PROBLEM DETAILS – Hunt through the entries for the word "check" and copy each line in which it appears.

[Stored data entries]
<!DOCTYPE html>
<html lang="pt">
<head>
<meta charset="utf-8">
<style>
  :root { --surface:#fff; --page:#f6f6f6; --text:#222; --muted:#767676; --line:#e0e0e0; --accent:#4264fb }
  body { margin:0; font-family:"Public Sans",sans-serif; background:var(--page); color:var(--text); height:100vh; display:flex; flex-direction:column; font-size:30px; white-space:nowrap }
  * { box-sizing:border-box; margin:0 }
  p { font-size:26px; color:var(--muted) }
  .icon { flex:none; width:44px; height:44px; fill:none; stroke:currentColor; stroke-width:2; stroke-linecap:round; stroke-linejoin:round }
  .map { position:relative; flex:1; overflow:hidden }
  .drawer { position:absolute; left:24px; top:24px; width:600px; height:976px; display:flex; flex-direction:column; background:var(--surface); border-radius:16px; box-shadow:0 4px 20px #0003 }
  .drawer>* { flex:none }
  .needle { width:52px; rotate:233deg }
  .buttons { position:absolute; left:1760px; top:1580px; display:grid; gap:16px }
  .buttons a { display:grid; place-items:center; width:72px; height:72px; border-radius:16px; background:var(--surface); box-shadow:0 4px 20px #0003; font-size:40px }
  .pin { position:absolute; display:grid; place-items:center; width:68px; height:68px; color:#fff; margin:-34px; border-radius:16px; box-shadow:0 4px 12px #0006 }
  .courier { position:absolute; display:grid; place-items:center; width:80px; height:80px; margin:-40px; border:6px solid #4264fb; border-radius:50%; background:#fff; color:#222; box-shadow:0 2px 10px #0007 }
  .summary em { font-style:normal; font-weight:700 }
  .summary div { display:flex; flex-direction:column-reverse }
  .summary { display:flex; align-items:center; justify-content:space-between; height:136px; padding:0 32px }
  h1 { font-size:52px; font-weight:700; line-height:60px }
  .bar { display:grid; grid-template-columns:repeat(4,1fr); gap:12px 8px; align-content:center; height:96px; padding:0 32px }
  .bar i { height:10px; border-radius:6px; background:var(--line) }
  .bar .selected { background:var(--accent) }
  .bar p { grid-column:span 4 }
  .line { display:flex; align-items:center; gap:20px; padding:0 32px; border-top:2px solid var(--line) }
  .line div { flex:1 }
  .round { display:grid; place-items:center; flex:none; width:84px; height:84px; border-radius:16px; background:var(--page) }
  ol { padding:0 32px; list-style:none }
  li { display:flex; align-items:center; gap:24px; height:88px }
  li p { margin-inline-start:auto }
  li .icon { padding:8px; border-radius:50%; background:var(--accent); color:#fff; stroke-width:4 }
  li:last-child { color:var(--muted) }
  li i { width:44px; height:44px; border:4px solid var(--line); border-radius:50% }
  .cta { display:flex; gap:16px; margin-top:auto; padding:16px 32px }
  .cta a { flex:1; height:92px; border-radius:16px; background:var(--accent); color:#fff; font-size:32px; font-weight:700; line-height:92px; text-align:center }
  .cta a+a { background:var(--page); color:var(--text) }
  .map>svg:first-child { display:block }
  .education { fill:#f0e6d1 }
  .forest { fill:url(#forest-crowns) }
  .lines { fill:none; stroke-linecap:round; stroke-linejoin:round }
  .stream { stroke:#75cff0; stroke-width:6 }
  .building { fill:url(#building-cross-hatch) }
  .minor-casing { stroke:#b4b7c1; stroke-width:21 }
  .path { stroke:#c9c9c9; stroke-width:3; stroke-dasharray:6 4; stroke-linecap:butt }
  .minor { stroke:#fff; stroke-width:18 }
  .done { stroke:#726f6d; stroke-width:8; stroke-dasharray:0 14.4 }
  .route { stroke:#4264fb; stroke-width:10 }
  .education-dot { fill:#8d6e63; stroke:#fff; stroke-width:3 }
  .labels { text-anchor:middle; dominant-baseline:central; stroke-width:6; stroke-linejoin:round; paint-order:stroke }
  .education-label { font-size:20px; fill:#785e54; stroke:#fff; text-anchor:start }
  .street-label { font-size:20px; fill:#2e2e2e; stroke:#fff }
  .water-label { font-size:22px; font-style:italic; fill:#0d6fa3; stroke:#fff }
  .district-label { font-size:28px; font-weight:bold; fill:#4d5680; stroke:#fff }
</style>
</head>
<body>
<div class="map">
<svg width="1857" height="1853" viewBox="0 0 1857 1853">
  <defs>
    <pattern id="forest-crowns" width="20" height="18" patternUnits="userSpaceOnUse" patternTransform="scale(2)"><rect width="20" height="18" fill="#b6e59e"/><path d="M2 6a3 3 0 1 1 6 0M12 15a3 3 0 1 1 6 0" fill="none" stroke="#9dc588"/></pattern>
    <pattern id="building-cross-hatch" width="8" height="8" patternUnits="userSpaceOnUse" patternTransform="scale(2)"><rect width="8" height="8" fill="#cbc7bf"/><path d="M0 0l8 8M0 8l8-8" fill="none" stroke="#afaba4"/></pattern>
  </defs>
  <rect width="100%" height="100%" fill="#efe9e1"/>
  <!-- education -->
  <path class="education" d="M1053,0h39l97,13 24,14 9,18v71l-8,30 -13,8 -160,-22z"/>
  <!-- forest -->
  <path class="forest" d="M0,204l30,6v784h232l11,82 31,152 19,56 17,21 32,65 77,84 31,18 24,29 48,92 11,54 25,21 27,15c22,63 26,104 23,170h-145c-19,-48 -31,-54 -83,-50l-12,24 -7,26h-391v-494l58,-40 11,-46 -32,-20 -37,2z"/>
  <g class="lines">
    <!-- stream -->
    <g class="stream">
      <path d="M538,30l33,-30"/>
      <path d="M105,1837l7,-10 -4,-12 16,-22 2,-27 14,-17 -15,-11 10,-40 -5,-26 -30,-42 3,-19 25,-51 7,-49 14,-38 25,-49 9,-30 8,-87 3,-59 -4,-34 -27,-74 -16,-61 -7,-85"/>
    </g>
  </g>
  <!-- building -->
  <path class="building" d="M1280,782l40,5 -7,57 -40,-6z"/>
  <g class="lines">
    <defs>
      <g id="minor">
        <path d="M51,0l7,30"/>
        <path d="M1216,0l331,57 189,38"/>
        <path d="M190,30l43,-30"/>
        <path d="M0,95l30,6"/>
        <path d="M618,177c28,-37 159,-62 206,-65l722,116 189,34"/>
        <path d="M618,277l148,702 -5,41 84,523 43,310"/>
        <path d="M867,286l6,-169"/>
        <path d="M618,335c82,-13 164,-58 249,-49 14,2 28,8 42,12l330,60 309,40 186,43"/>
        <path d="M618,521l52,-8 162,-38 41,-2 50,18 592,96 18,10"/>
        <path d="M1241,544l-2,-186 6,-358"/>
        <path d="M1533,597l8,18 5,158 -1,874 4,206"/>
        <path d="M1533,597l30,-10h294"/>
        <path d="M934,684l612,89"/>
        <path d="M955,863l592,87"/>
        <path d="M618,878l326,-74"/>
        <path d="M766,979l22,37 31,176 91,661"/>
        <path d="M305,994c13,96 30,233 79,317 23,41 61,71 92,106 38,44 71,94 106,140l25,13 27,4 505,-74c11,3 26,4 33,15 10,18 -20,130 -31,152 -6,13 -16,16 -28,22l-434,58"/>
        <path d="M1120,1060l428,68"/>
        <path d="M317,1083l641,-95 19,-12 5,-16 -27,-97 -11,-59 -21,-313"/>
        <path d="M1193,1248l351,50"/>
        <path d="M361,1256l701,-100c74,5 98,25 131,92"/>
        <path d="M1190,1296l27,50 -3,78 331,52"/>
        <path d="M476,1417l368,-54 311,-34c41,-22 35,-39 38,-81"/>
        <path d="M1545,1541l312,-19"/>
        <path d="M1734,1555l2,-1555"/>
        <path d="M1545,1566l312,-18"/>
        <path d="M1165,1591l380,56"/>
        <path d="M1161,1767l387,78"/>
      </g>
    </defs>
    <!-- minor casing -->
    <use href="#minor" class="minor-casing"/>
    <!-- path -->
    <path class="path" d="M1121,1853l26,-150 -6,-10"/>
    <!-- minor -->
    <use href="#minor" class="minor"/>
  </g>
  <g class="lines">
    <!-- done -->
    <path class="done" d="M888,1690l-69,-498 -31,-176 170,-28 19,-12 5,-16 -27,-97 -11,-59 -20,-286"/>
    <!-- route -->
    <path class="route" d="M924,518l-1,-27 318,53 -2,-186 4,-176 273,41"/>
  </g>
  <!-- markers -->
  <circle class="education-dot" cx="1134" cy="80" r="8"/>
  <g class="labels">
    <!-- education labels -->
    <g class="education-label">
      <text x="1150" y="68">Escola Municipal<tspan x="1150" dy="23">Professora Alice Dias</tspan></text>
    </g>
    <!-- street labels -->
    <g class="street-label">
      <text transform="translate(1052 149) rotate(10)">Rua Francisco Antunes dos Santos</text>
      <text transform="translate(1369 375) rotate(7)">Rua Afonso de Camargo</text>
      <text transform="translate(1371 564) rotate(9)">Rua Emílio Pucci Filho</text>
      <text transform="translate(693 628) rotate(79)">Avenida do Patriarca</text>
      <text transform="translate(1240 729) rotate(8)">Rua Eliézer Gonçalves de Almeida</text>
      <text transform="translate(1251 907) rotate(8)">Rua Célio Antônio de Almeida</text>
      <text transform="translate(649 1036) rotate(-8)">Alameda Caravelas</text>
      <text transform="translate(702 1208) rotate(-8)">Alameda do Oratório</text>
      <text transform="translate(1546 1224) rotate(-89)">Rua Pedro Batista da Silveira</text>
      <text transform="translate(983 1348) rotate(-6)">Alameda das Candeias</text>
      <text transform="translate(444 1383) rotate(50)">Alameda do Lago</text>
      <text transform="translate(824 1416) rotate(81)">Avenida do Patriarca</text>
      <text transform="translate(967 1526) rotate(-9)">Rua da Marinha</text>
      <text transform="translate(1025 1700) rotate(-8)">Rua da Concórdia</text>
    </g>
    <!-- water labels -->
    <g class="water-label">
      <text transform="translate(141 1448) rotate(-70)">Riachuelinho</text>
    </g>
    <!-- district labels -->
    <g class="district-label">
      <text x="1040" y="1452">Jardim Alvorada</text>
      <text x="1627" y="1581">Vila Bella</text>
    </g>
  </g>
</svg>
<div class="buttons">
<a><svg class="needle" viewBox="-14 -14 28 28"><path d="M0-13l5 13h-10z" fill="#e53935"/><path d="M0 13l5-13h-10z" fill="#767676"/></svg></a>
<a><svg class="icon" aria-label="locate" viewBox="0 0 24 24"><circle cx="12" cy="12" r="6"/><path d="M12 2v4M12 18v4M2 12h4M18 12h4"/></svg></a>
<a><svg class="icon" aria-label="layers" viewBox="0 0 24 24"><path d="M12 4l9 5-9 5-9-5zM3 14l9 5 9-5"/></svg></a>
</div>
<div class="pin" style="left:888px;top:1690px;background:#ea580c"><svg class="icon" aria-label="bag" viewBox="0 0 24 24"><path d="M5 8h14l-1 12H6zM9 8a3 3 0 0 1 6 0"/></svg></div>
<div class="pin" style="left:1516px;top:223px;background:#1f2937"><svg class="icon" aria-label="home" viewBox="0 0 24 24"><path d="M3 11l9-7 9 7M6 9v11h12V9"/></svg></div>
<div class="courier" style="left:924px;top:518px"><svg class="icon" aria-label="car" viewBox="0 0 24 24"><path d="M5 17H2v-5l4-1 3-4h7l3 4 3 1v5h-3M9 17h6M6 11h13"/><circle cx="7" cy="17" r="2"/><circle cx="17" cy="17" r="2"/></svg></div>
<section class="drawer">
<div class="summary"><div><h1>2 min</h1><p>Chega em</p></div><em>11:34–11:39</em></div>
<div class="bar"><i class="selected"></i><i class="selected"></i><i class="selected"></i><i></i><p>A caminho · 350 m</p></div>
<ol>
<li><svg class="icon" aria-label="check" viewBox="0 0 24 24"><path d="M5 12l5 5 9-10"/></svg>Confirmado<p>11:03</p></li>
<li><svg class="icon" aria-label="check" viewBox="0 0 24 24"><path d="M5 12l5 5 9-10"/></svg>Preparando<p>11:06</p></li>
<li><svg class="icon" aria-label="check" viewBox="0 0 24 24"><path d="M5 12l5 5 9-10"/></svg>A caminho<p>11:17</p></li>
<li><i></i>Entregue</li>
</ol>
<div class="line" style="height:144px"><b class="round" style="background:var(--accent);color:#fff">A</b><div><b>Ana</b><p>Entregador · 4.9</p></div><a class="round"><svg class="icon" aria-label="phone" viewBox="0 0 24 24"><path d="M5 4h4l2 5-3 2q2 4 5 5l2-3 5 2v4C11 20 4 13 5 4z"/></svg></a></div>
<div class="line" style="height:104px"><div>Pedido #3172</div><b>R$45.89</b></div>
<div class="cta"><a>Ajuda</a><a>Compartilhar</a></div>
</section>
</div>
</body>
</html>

FINISHED TASK –
<li><svg class="icon" aria-label="check" viewBox="0 0 24 24"><path d="M5 12l5 5 9-10"/></svg>Confirmado<p>11:03</p></li>
<li><svg class="icon" aria-label="check" viewBox="0 0 24 24"><path d="M5 12l5 5 9-10"/></svg>Preparando<p>11:06</p></li>
<li><svg class="icon" aria-label="check" viewBox="0 0 24 24"><path d="M5 12l5 5 9-10"/></svg>A caminho<p>11:17</p></li>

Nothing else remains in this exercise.